_Exercise goal_
Find the word "positions" in the data below and copy each line that holds it.

□ □ □

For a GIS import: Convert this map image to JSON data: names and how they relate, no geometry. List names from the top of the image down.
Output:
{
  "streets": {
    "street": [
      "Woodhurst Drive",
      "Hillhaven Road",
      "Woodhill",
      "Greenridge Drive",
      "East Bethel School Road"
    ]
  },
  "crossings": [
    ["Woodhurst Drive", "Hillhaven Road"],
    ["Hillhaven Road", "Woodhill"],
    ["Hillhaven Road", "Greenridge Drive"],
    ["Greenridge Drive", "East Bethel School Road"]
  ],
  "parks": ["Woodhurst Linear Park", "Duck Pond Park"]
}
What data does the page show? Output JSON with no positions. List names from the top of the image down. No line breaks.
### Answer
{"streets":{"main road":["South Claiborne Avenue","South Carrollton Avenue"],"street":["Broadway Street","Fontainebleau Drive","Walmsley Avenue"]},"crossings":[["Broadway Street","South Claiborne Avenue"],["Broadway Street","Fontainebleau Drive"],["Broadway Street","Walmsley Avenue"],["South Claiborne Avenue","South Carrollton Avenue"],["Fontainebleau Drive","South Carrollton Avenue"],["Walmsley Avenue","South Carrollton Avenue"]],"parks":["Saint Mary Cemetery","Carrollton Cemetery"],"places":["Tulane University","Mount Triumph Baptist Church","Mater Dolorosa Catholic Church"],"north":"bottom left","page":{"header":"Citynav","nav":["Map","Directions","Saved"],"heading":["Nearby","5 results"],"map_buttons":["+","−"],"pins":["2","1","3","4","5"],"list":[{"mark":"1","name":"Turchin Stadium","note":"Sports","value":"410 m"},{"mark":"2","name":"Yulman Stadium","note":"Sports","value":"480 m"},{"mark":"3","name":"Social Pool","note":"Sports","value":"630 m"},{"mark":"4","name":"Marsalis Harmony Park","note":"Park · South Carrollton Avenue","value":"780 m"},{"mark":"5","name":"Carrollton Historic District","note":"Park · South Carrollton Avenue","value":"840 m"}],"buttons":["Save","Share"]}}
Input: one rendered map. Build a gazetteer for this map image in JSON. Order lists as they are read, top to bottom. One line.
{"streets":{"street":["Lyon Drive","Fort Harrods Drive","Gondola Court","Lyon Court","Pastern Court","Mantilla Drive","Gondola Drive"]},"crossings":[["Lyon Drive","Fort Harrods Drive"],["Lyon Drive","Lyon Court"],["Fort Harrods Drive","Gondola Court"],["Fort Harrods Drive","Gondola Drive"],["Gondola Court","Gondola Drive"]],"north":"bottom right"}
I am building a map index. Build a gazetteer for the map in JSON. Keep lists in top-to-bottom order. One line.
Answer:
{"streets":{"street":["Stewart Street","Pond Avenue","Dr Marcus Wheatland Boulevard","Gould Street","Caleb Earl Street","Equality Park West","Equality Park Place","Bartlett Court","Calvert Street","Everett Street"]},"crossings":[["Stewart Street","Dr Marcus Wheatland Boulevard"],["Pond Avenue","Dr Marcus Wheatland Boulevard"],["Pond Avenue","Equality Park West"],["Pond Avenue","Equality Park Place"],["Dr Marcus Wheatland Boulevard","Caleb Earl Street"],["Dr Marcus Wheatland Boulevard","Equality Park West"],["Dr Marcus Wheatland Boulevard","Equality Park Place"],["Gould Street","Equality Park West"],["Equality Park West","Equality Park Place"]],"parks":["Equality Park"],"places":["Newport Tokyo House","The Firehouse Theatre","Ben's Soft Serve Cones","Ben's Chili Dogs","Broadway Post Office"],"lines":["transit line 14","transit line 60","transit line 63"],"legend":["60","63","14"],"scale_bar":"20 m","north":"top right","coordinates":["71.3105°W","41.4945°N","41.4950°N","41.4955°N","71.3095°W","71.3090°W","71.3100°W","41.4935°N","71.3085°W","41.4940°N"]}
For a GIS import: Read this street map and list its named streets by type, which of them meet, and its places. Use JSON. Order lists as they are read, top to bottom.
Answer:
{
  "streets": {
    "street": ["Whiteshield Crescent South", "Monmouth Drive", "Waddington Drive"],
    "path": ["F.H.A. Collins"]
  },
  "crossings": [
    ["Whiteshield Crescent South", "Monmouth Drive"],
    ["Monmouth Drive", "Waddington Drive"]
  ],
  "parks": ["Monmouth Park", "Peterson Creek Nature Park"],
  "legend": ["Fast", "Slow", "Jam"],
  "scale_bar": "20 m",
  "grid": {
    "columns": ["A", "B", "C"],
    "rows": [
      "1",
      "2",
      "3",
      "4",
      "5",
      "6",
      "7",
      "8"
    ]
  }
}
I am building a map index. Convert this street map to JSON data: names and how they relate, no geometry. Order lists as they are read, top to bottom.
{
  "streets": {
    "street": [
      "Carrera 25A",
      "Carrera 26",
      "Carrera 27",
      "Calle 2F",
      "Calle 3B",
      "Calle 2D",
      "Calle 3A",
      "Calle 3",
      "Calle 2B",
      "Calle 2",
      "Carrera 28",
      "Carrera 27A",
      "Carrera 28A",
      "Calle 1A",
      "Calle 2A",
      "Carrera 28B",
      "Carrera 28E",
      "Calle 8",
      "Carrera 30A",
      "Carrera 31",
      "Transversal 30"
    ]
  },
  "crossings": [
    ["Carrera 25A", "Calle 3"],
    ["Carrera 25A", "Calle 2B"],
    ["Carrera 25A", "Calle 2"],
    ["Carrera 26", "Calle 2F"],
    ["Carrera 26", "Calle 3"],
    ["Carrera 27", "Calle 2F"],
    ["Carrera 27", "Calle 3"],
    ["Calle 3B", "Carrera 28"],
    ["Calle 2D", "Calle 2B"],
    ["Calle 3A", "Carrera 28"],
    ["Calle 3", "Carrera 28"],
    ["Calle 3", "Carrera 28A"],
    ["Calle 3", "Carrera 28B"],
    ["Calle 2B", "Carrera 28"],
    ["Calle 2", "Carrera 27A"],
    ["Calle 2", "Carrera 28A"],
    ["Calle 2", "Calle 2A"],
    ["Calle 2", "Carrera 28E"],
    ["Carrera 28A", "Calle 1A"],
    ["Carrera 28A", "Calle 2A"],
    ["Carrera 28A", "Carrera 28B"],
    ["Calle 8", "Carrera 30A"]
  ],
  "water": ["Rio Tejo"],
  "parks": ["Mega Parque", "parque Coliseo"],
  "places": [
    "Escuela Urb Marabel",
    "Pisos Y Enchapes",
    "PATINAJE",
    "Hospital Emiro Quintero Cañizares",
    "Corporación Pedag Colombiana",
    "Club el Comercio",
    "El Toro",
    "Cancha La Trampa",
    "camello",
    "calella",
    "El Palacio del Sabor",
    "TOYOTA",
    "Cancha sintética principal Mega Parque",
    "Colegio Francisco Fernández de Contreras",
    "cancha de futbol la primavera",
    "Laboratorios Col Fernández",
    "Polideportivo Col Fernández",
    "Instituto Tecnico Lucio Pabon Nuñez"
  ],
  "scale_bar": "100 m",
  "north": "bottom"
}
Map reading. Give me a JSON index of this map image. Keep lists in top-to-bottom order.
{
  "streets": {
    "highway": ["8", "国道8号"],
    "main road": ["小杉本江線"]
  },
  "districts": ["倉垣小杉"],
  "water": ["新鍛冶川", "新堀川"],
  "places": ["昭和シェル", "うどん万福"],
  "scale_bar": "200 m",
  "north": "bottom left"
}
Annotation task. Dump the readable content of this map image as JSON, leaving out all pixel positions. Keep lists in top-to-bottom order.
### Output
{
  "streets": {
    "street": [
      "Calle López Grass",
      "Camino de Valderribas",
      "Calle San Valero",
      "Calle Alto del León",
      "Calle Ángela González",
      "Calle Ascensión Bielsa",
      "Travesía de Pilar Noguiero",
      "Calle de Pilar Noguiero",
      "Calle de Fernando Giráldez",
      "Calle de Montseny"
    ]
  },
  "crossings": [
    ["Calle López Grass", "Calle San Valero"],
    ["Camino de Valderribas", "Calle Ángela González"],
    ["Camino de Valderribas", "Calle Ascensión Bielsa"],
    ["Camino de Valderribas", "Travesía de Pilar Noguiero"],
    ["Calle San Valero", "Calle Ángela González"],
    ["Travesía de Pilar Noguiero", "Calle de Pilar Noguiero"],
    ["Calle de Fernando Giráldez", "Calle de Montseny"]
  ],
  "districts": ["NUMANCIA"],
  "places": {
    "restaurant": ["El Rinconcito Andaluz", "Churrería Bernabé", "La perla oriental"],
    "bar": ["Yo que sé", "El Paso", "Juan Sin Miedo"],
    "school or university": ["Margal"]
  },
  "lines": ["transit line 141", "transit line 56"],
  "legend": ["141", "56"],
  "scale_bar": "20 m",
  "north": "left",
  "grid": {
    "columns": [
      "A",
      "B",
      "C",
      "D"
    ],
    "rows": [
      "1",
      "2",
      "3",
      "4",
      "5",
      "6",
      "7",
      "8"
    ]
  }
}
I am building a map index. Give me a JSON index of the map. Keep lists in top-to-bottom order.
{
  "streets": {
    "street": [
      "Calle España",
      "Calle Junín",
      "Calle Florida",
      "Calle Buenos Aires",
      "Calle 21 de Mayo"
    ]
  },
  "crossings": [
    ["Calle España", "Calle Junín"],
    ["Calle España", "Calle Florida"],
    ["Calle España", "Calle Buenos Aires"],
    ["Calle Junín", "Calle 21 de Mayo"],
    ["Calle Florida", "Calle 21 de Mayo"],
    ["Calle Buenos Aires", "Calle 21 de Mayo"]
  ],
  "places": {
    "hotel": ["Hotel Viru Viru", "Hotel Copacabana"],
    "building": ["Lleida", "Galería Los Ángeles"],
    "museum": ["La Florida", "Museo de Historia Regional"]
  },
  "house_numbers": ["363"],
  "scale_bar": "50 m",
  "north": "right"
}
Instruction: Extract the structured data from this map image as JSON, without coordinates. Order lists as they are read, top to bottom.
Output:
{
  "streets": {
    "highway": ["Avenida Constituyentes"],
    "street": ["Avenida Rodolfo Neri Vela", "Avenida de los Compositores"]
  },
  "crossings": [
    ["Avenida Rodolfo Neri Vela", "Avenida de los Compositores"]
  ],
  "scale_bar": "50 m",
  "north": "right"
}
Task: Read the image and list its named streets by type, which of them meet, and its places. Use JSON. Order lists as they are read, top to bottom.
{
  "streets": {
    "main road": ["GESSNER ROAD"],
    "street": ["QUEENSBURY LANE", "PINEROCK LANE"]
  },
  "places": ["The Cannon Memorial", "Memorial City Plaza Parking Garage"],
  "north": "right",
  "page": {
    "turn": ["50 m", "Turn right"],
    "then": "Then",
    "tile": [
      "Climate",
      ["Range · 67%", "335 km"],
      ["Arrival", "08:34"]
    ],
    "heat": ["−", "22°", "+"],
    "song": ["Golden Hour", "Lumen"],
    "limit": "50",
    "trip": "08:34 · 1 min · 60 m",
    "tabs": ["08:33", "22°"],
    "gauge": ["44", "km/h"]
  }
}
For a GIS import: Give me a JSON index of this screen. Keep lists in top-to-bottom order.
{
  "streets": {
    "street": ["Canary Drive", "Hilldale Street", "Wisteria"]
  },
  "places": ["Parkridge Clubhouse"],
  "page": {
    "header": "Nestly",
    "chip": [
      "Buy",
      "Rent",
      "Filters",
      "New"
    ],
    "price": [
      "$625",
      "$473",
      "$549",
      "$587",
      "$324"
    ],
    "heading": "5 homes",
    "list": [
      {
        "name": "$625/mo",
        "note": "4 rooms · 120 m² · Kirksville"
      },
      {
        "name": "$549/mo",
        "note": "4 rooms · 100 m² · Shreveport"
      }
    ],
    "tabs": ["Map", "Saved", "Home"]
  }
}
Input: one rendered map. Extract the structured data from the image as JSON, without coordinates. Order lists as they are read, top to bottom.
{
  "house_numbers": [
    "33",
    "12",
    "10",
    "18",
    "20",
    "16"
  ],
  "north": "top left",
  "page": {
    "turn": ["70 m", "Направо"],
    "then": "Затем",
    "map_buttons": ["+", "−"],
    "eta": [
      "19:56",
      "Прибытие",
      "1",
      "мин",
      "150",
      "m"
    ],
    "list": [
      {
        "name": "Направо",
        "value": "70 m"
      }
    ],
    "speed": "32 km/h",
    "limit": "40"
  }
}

□ □ □

_Output of the exercise_
What data does the page show? Output JSON with no positions. List names from the top of the image down. No line breaks.
Annotation task. Dump the readable content of this map image as JSON, leaving out all pixel positions. Keep lists in top-to-bottom order.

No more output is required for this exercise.